Background: The objective was to determine the impact of a soiled airway on firstpass success when using the GlideScope video laryngoscope or the direct laryngoscope for intubation in the emergency department (ED). Methods: Data were prospectively collected on all patients intubated in an academic ED from July 1, 2007, to June 30, 2016. Patients ≥ 18 years of age, who underwent rapid sequence intubation by an emergency medicine resident with the GlideScope or the direct laryngoscope, were included in the analysis. Data were stratified by device used (GlideScope or direct laryngoscope). The primary outcome was firstpass success. Patients were categorized as those without blood or vomitus (CLEAN) and those with blood or vomitus (SOILED) in their airway. Multivariate regression models were developed to control for confounders. Results: When using the GlideScope, the firstpass success was lower in the SOILED group (249/306; 81.4%) than the in CLEAN group (586/644, 91.0%; difference = 9.6%; 95% confidence interval [CI] = 4.7%-14.5%). Similarly, when using the direct laryngoscope, the firstpass success was lower in the SOILED group (186/284, 65.5%) than in the CLEAN group (569/751, 75.8%; difference = 10.3%; 95% CI = 4.0%-16.6%).
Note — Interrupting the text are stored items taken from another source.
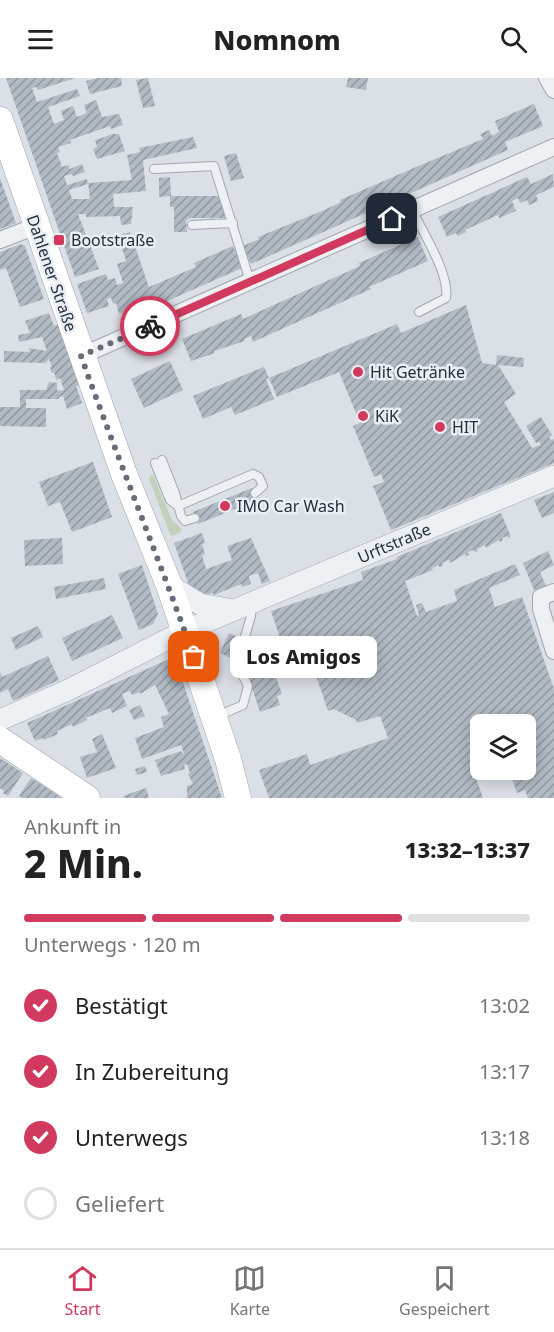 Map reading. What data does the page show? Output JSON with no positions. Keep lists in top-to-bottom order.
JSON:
{
  "streets": {
    "main road": ["Dahlener Straße"],
    "street": ["Urftstraße"]
  },
  "crossings": [
    ["Dahlener Straße", "Urftstraße"]
  ],
  "places": {
    "transit": ["Bootstraße"],
    "other": [
      "Hit Getränke",
      "KiK",
      "HIT",
      "IMO Car Wash",
      "Los Amigos"
    ]
  },
  "page": {
    "header": "Nomnom",
    "bubble": "Los Amigos",
    "heading": ["2 Min.", "Ankunft in", "13:32–13:37"],
    "bar": "Unterwegs · 120 m",
    "list": [
      ["Bestätigt", "13:02"],
      ["In Zubereitung", "13:17"],
      ["Unterwegs", "13:18"],
      "Geliefert"
    ],
    "tabs": ["Start", "Karte", "Gespeichert"]
  }
}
The SOILED airway was associated with a decreased firstpass success in both the GlideScope cohort (adjusted odds ratio [aOR] = 0.4; 95% CI = 0.3-0.7) and the direct laryngoscope cohort (aOR = 0.6; 95% CI = 0.5-0.8). Conclusion: Soiling of the airway was associated with a reduced firstpass success during emergency intubation, and this reduction occurred to a similar degree whether using either the GlideScope or the direct laryngoscope.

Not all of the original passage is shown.